Nasceu Antônio Gonçalves Dias em 10 de agosto de 1823, no sítio Boa Vista, Município de Caxias, Maranhão, e faleceu em 3 de novembro de 1864 (aos 41 anos), tragicamente, quando retornava da Europa, no naufrágio do navio Ville de Boulogne, na costa daquele Estado (mais precisamente no baixio dos Atins, em frente à Ponta da Boa Vista, perto de Tutóia). Foi, aliás, o único a morrer: esquecido em seu leito, agonizante, com a tuberculose em fase avançada, afogou-se.
Era filho de pai branco e mãe índia ou cafusa (mestiça de africano, negro, com índio).
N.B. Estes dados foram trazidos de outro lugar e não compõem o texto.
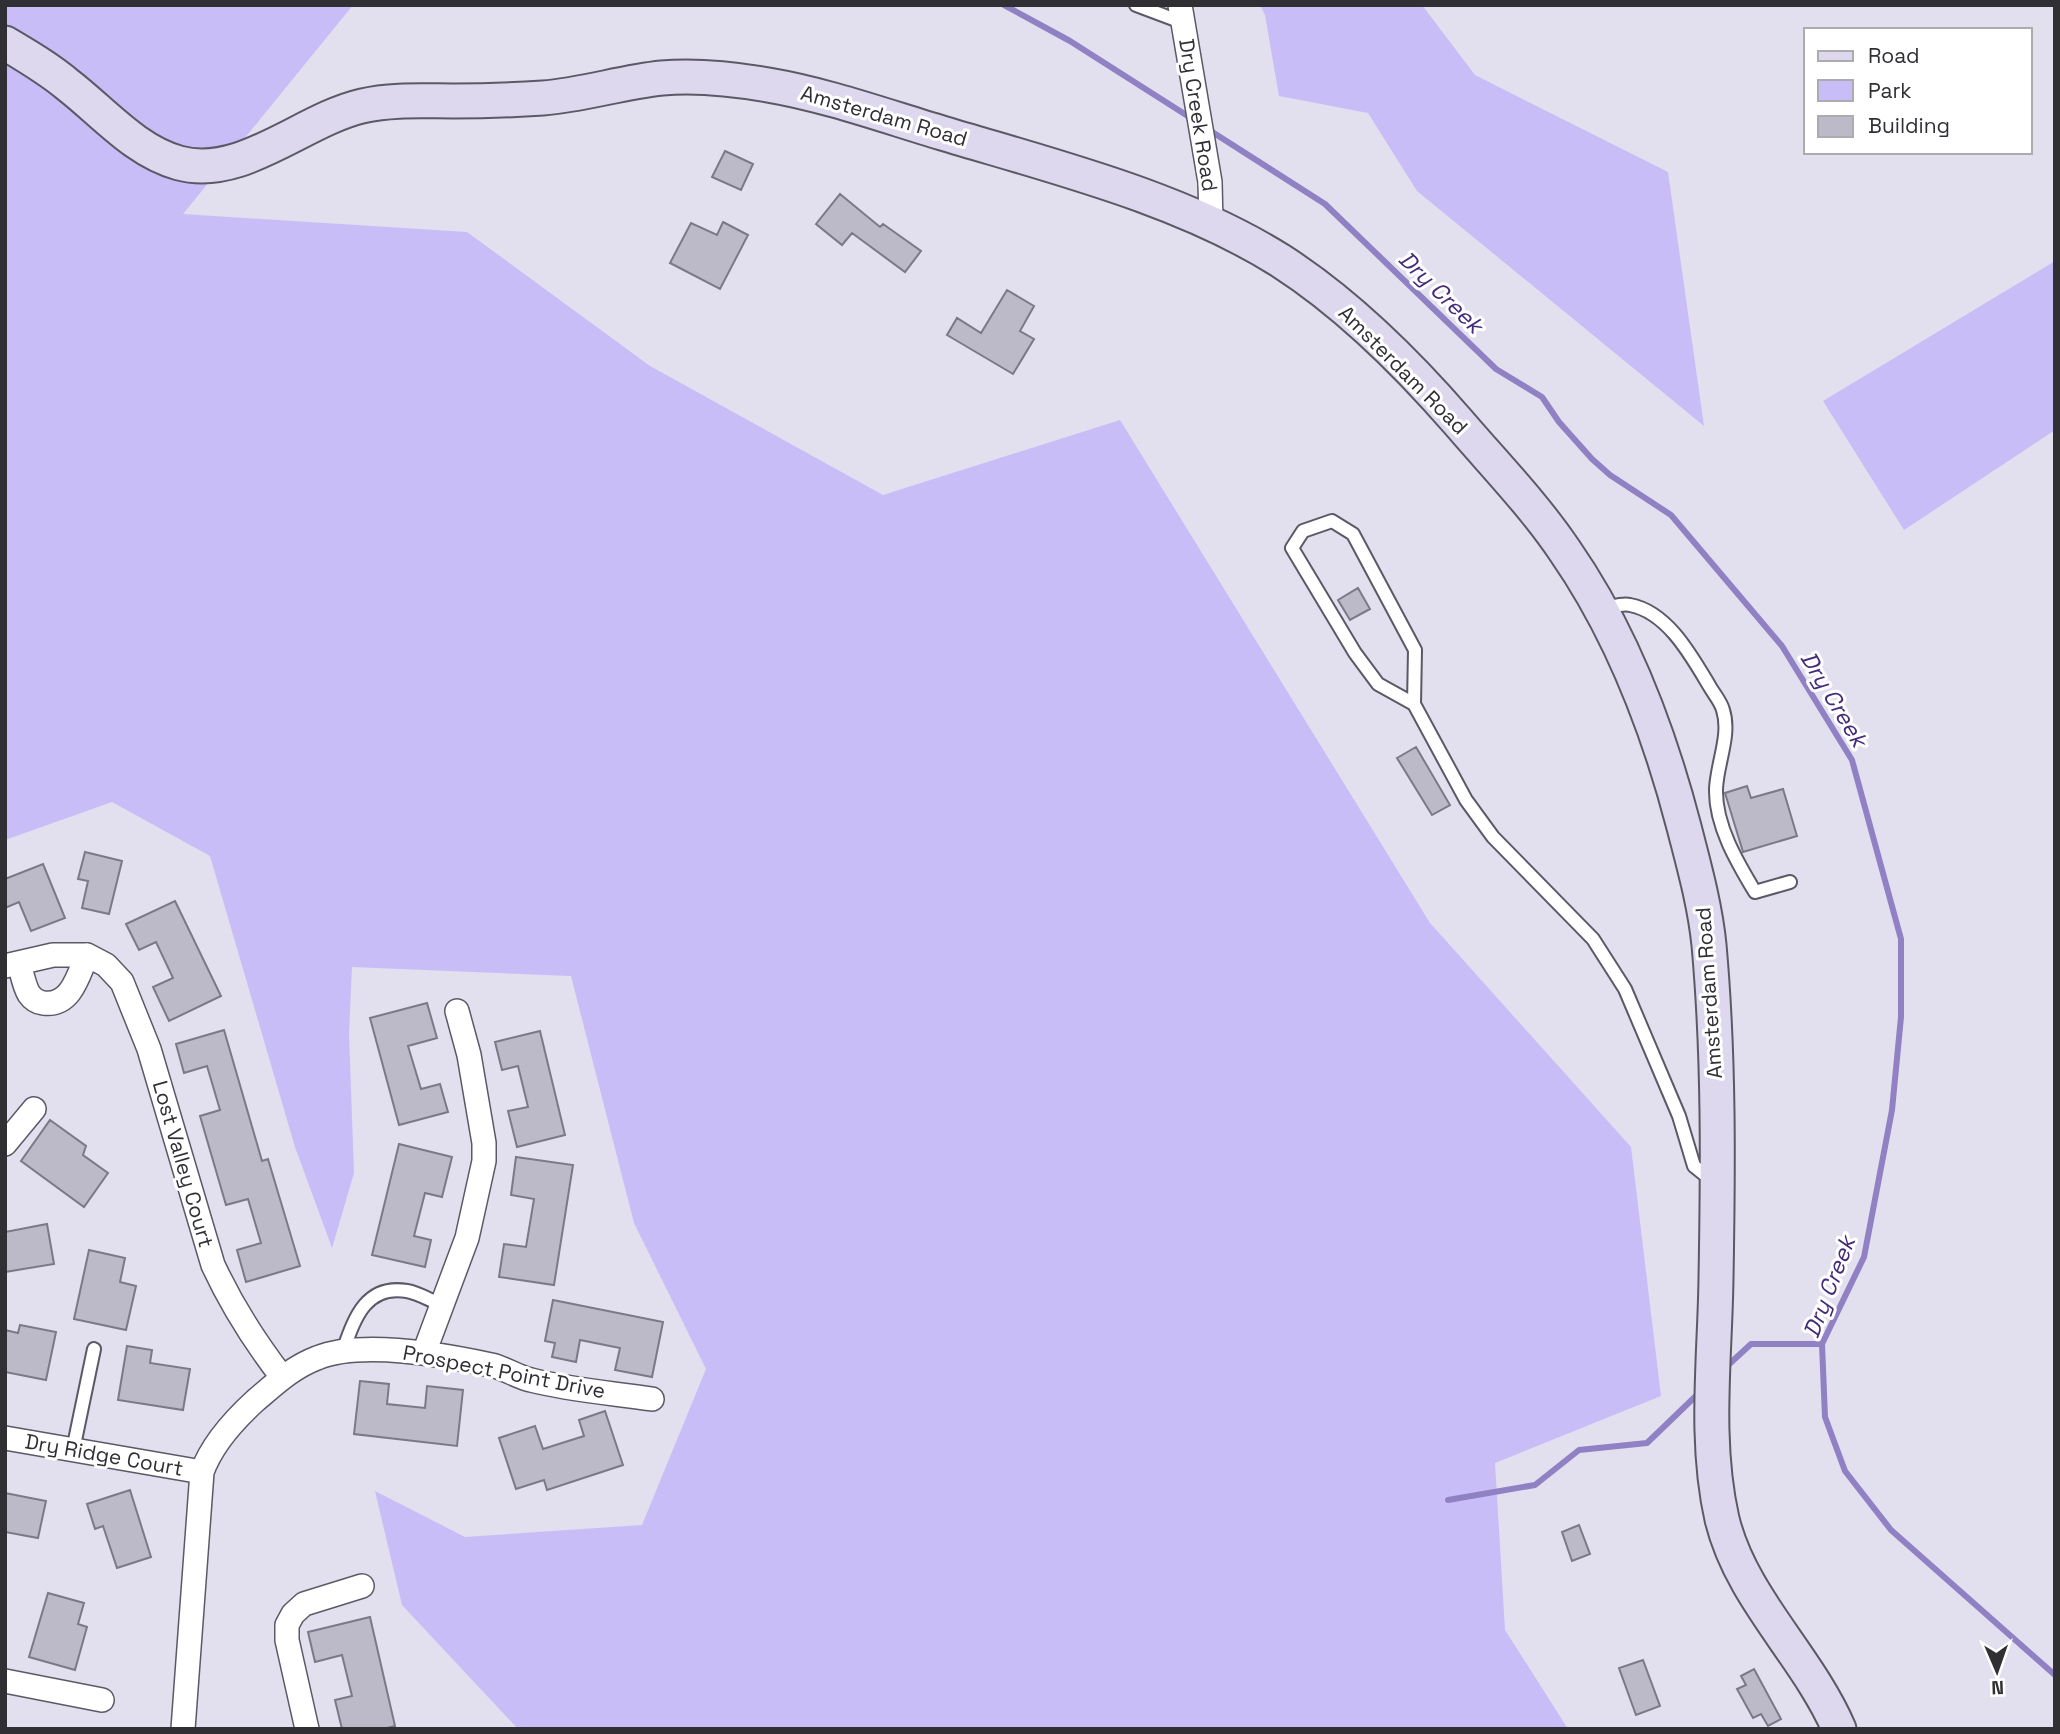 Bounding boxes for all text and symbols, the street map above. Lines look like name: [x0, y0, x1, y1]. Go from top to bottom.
legend: [1804, 28, 2032, 154]
street label: Dry Creek Road: [1173, 37, 1224, 193]
text: Road: [1868, 42, 1920, 69]
text: Park: [1868, 77, 1912, 104]
street label: Amsterdam Road: [798, 79, 971, 152]
text: Building: [1868, 112, 1950, 139]
water label: Dry Creek: [1392, 244, 1492, 342]
street label: Amsterdam Road: [1333, 299, 1474, 440]
water label: Dry Creek: [1794, 646, 1876, 755]
street label: Amsterdam Road: [1689, 906, 1728, 1080]
street label: Lost Valley Court: [147, 1077, 220, 1250]
water label: Dry Creek: [1796, 1229, 1863, 1342]
street label: Prospect Point Drive: [401, 1339, 608, 1404]
street label: Dry Ridge Court: [23, 1427, 185, 1482]
north arrow: [1962, 1636, 2032, 1706]
text: N: [1991, 1675, 2004, 1700]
Seu pai, o comerciante português João Manuel Gonçalves Dias, se refugiara com a amante, Vicência Ferreira, no sítio onde nasceu o poeta, para escapar a perseguições políticas de nacionalistas radicais. Anos depois, havendo-lhe morrido o pai, o poeta contou com o apoio da madrasta, que o mandou estudar em Portugal. Ali, na histórica Universidade de Coimbra, concluiu seu curso de Direito, retornando ao Brasil em 1845. Ainda em Coimbra escreveu os “Primeiros Cantos”, parte dos “Segundos Cantos” e, em 1843, aquele que viria a ser o seu poema mais famoso e mais reproduzido e conhecido em nosso País: a “Canção do Exílio”.
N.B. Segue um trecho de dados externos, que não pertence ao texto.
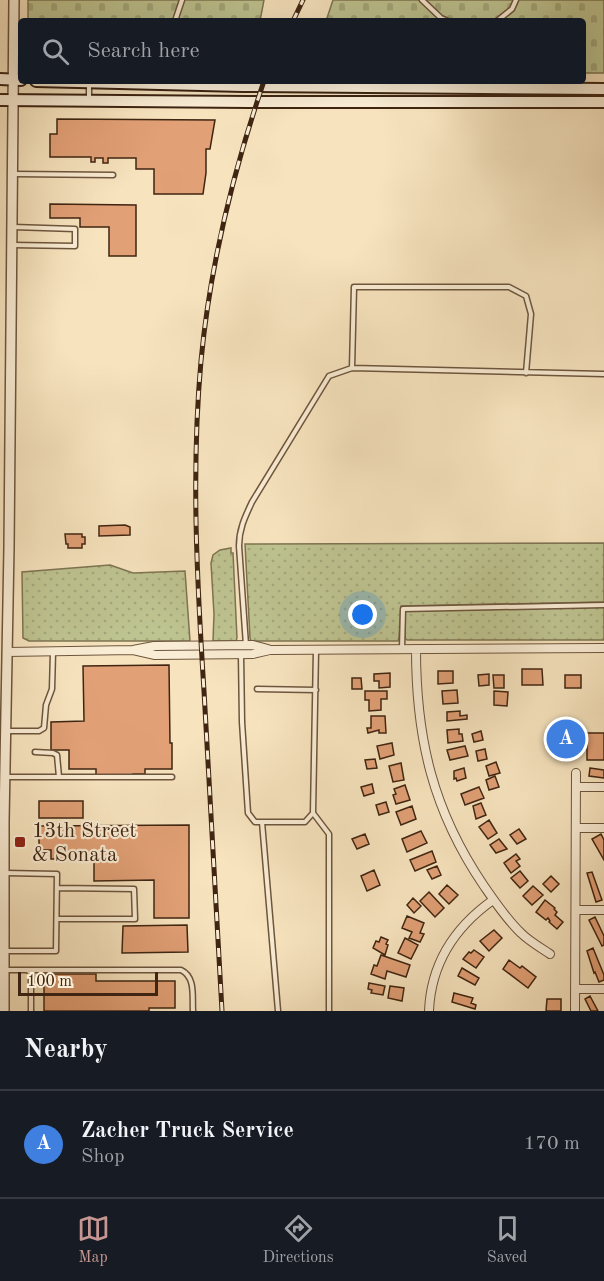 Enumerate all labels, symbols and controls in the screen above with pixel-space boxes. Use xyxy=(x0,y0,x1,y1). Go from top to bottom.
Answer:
search box xyxy=(18,18,586,84)
icon: search xyxy=(39,35,72,68)
text: Search here xyxy=(87,40,200,62)
your location xyxy=(348,600,377,629)
pin: A xyxy=(546,716,586,762)
place label: 13th Street & Sonata xyxy=(32,821,137,866)
marker: 13th Street & Sonata xyxy=(13,835,27,849)
scale bar xyxy=(18,969,158,996)
text: 100 m xyxy=(27,974,72,990)
text: Nearby xyxy=(24,1037,108,1063)
text: Zacher Truck Service xyxy=(81,1120,294,1142)
text: A xyxy=(36,1134,51,1154)
text: 170 m xyxy=(524,1134,580,1154)
text: Shop xyxy=(81,1147,125,1167)
tab: Map xyxy=(77,1212,110,1268)
tab: Directions xyxy=(263,1212,334,1268)
tab: Saved xyxy=(487,1212,527,1268) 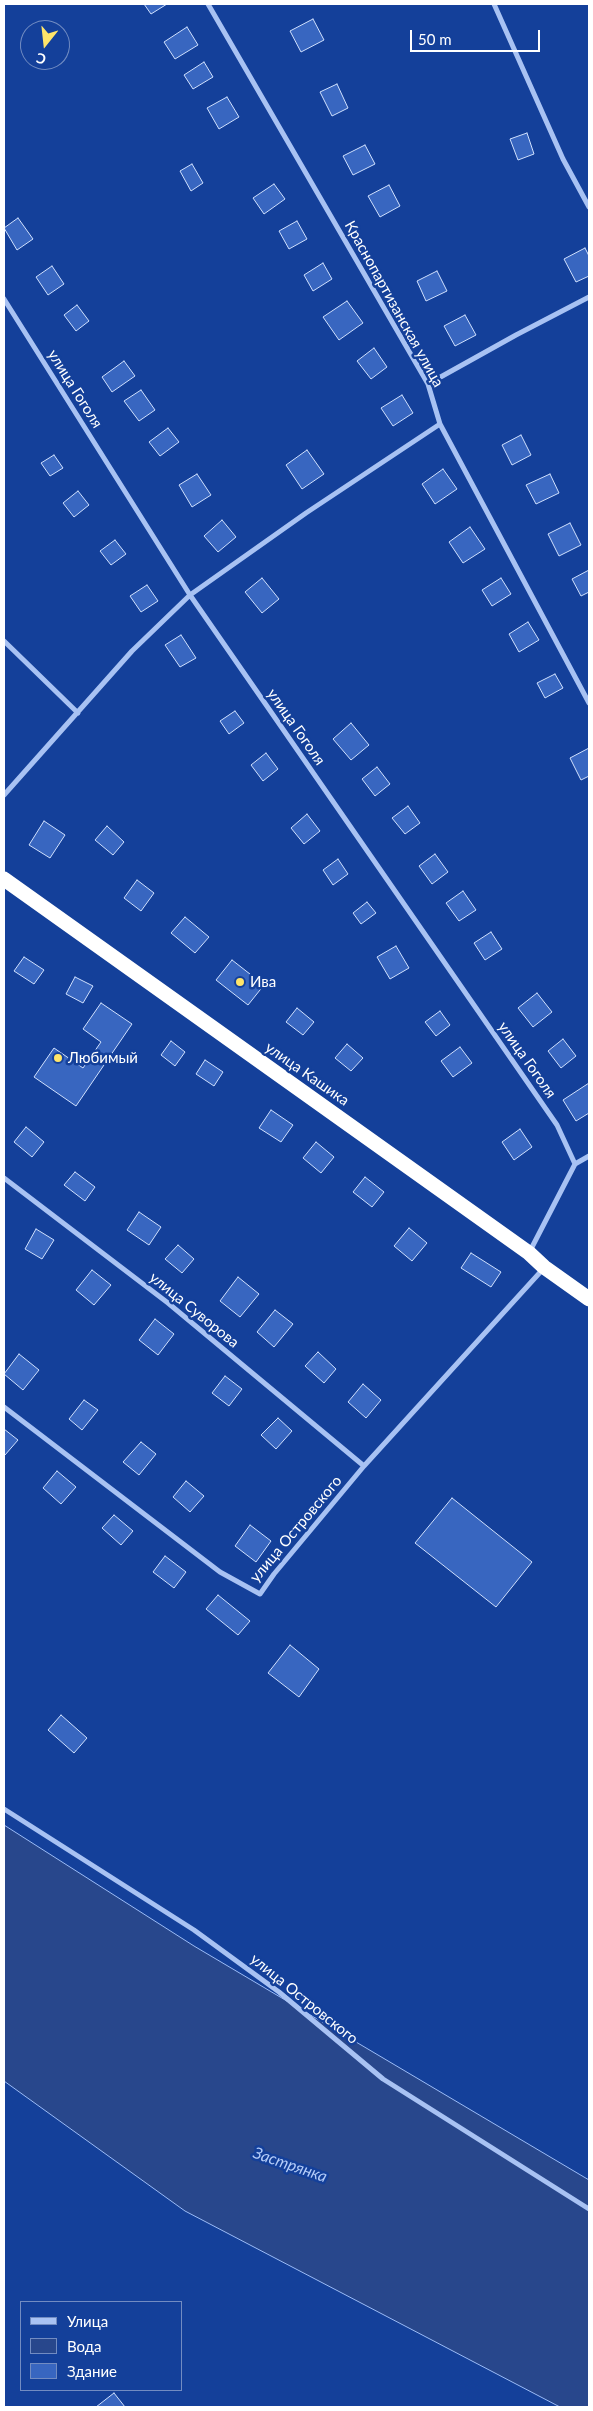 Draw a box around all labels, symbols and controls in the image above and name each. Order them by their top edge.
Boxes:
north arrow [20,20,70,70]
scale bar [413,20,543,52]
text: 50 m [418,30,452,48]
text: С [34,49,48,68]
street label: Краснопартизанская улица [341,218,447,390]
street label: улица Гоголя [44,346,106,432]
street label: улица Гоголя [263,685,329,769]
place label: Ива [250,973,276,991]
marker: Ива [234,976,246,988]
street label: улица Гоголя [494,1018,560,1102]
street label: улица Кашика [262,1038,352,1110]
place label: Любимый [68,1049,138,1067]
marker: Любимый [52,1052,64,1064]
street label: улица Суворова [146,1268,242,1352]
street label: улица Островского [246,1472,346,1586]
street label: улица Островского [247,1950,361,2048]
water label: Застрянка [251,2143,329,2187]
legend [20,2301,182,2391]
text: Улица [67,2312,108,2330]
text: Вода [67,2337,102,2355]
text: Здание [67,2362,117,2380] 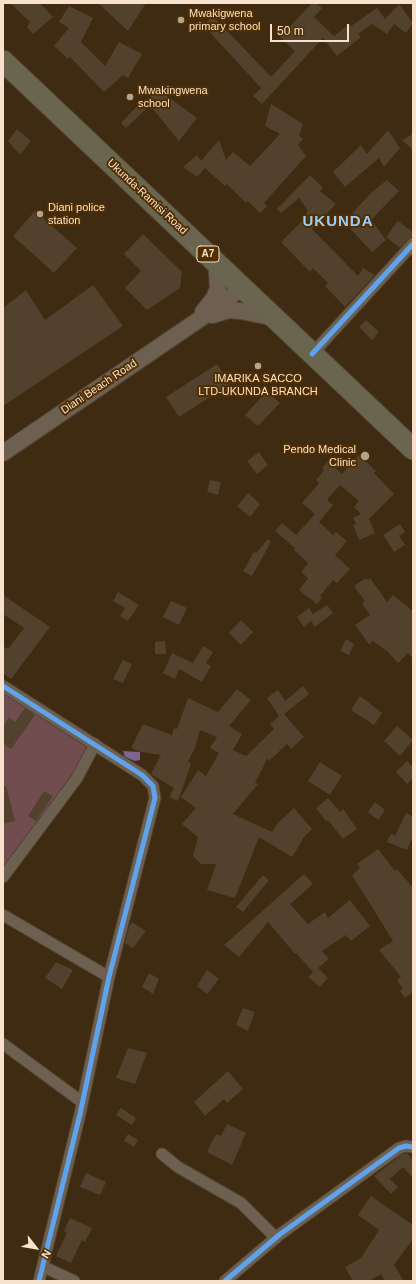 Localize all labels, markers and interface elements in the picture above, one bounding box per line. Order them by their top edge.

De volta ao Brasil, exerceu diversos cargos públicos, desde professor de Latim e História do Brasil no renomado Colégio Pedro II, no Rio de Janeiro, oficial da Secretaria de Negócios Estrangeiros (o que lhe deu novas oportunidades de viagens ao exterior) a membro da Comissão Científica de Exploração.
Produziu extensa obra literária.
Além de poeta, teatrólogo, romancista, etnógrafo, historiador, advogado, professor, exerceu o jornalismo.
Estudioso do idioma Tupi, escreveu um “Dicionário da Língua Tupi”, impresso em Leipzig, Alemanha, pela editora Brockhaus, em 1858.
Como poeta, publicou: “Primeiros Cantos” (1846), “Segundos Cantos” (1848), “Últimos Cantos” (1851), “Os Timbiras” (1857), “Cantos” (1857). Após sua morte, são publicados os poemas então inéditos de “Lira Vária”, em 1869. À exceção de “Os Timbiras” e “Cantos”, editadas em Leipzig, as demais o foram no Rio de Janeiro.